**Provided data**
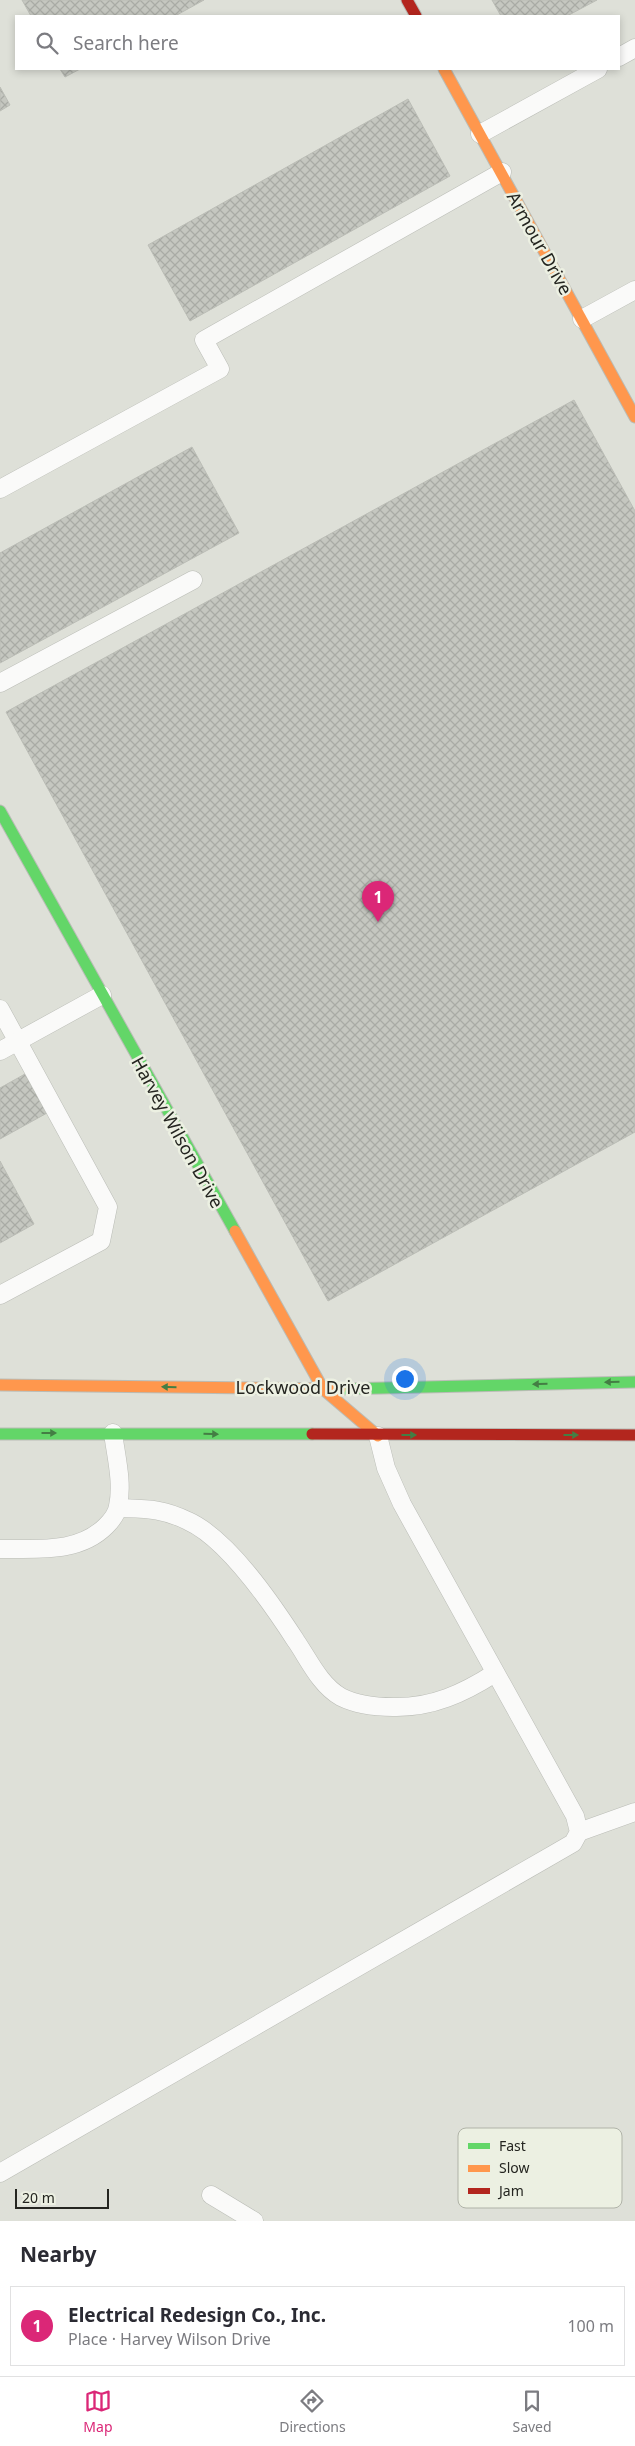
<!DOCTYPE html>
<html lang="en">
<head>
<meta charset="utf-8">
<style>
  body { margin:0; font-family:"Noto Sans",sans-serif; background:#f2f2f3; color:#2b2b33 }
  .scale { position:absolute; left:15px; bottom:12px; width:94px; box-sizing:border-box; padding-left:5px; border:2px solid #242520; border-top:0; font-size:14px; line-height:18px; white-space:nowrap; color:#242520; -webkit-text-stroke:4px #ecf0e2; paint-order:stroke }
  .you { position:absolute; left:404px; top:1378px; width:18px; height:18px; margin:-12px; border:4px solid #fff; border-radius:50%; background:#1a73e8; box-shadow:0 0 0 8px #1a73e833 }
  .badge { display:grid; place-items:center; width:32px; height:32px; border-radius:50%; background:#db2777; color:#fff; font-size:16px; font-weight:700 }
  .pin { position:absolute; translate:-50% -41px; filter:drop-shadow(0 1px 2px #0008) }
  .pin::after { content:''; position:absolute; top:26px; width:18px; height:15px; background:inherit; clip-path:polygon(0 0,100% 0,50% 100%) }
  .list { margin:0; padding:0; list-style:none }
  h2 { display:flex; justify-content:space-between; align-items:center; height:65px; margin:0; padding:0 20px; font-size:21px }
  h2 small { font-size:16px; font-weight:400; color:#7c7c81 }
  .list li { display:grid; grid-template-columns:32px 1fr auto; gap:15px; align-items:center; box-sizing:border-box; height:80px; margin:0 10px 10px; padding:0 10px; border:1px solid #e1e1e2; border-radius:0px }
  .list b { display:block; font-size:19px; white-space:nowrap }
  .list p { margin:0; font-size:16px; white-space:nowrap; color:#7c7c81 }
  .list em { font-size:16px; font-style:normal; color:#7c7c81 }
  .icon { flex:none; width:28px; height:28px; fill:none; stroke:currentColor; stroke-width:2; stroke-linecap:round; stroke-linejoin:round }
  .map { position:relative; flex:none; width:635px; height:2221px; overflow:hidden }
  .search { position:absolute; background:#fff; box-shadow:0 2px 8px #0003; left:15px; right:15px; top:15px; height:55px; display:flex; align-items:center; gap:12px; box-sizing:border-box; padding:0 18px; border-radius:0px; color:#7c7c81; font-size:19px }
  .sheet { height:155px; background:#fff }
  nav { display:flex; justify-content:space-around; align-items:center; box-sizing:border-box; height:70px; border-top:1px solid #e1e1e2; background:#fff; font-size:14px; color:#7c7c81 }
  nav a { display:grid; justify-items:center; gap:2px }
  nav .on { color:#db2777 }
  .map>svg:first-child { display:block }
</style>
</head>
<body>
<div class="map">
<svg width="635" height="2221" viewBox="0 0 635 2221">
  <defs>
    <pattern id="building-cross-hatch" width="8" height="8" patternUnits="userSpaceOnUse" patternTransform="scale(1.25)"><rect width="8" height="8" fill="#c5c7c0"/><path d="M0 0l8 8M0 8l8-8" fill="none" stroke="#a9aba5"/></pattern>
  </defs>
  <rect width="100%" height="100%" fill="#dee0d8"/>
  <!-- building -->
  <g fill="url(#building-cross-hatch)" stroke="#bbbdb6">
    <polygon points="22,0 204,0 175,16 31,16"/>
    <polygon points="492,0 597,0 567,16 501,16"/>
    <polygon points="60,69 80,69 65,77"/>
    <polygon points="0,87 10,105 0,111"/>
    <polygon points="408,99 450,176 190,321 148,245"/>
    <polygon points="574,400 635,511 635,1132 328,1301 6,712"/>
    <polygon points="192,447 239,533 0,663 0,553"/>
    <polygon points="25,1074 47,1113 0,1139 0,1088"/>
    <polygon points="0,1161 34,1224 0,1243"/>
  </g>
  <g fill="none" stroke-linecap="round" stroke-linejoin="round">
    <defs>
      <g id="lane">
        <polyline points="619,57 635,48"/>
        <polyline points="480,134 598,69"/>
        <polyline points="582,319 635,290"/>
        <polyline points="0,489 220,369 204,340 502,172"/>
        <polyline points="0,683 193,580"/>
        <polyline points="0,1009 108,1207 101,1241 0,1295"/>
        <polyline points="0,1051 102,995"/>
        <path d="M118 1508C146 1509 162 1508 188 1521 228 1539 272 1604 296 1641 309 1660 320 1685 341 1697 357 1705 376 1707 393 1707 432 1708 464 1693 495 1673"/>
        <path d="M0 1549C37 1548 78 1554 106 1526 111 1521 117 1513 118 1506 123 1483 116 1456 113 1433"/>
        <polyline points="579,1832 635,1812"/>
        <polyline points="0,2173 554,1854 573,1843 579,1832 575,1816 402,1504 386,1468 378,1436"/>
        <polyline points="211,2195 254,2221"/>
      </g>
      <g id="fast">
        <polyline points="0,811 235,1231"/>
        <polyline points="340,1389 635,1382"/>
        <polyline points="0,1434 312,1434"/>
      </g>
      <g id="slow">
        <polyline points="444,69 635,417"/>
        <polyline points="235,1231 323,1389 378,1436"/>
        <polyline points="0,1385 340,1389"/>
      </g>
      <g id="jam">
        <polyline points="407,0 416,16"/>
        <polyline points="312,1434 635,1435"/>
      </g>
    </defs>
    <!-- lane casing -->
    <use href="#lane" stroke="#babcb6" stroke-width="19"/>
    <!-- fast casing -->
    <use href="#fast" stroke="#babcb6" stroke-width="13"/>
    <!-- slow casing -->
    <use href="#slow" stroke="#babcb6" stroke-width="13"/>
    <!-- jam casing -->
    <use href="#jam" stroke="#babcb6" stroke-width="13"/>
    <!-- lane -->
    <use href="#lane" stroke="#fafaf9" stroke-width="18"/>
    <!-- fast -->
    <use href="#fast" stroke="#63d668" stroke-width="11"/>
    <!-- slow -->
    <use href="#slow" stroke="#ff974d" stroke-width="11"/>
    <!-- jam -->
    <use href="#jam" stroke="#b3261e" stroke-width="11"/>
  </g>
  <!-- one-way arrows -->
  <defs><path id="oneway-solid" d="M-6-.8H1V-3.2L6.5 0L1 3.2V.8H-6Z" transform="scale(1.25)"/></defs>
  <g fill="#447e44">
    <use href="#oneway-solid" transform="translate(612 1382) rotate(179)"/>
    <use href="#oneway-solid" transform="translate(540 1384) rotate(179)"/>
    <use href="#oneway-solid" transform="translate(169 1387) rotate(-179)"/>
    <use href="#oneway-solid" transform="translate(49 1433)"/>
    <use href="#oneway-solid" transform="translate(211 1434) rotate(1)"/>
    <use href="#oneway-solid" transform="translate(409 1435)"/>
    <use href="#oneway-solid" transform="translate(571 1435)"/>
  </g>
  <g text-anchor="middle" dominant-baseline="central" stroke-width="5" stroke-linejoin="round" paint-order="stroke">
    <!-- street labels -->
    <g font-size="18" fill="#242520" stroke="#ecf0e2">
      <text transform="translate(540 243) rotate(61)">Armour Drive</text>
      <text transform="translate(178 1132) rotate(61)">Harvey Wilson Drive</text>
      <text x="303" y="1387">Lockwood Drive</text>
    </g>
  </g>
  <!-- legend -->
  <rect x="458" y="2128" width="164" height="80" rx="8" fill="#ecf0e2" stroke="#b0b3a8" stroke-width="1"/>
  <rect x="468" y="2143" width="22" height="6" fill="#63d668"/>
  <rect x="468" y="2165" width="22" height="7" fill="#ff974d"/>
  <rect x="468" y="2188" width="22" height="6" fill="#b3261e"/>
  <g font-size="14" fill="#242520">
    <text x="499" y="2151">Fast</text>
    <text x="499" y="2173">Slow</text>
    <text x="499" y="2196">Jam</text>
  </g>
</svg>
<div class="scale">20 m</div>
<div class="you"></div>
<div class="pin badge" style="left:378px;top:922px">1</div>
<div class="search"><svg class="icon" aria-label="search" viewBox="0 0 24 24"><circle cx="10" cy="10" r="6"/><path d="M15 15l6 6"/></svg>Search here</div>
</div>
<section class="sheet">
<h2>Nearby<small></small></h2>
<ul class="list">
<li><span class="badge">1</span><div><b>Electrical Redesign Co., Inc.</b><p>Place · Harvey Wilson Drive</p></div><em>100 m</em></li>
</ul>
</section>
<nav>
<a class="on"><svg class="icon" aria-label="map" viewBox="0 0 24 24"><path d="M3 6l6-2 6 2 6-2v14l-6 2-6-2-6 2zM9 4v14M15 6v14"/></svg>Map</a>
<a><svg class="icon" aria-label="directions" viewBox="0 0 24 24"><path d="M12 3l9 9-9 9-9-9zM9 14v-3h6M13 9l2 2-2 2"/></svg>Directions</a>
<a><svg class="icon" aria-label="saved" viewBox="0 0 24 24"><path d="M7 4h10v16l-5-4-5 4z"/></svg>Saved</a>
</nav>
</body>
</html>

**Exercise requirements**
Exactly the lines from the top of the entries through the line with "position:absolute; translate:-50% -41px;", inclusive, must be given again, with every picture omitted.

**Final answer**
<!DOCTYPE html>
<html lang="en">
<head>
<meta charset="utf-8">
<style>
  body { margin:0; font-family:"Noto Sans",sans-serif; background:#f2f2f3; color:#2b2b33 }
  .scale { position:absolute; left:15px; bottom:12px; width:94px; box-sizing:border-box; padding-left:5px; border:2px solid #242520; border-top:0; font-size:14px; line-height:18px; white-space:nowrap; color:#242520; -webkit-text-stroke:4px #ecf0e2; paint-order:stroke }
  .you { position:absolute; left:404px; top:1378px; width:18px; height:18px; margin:-12px; border:4px solid #fff; border-radius:50%; background:#1a73e8; box-shadow:0 0 0 8px #1a73e833 }
  .badge { display:grid; place-items:center; width:32px; height:32px; border-radius:50%; background:#db2777; color:#fff; font-size:16px; font-weight:700 }
  .pin { position:absolute; translate:-50% -41px; filter:drop-shadow(0 1px 2px #0008) }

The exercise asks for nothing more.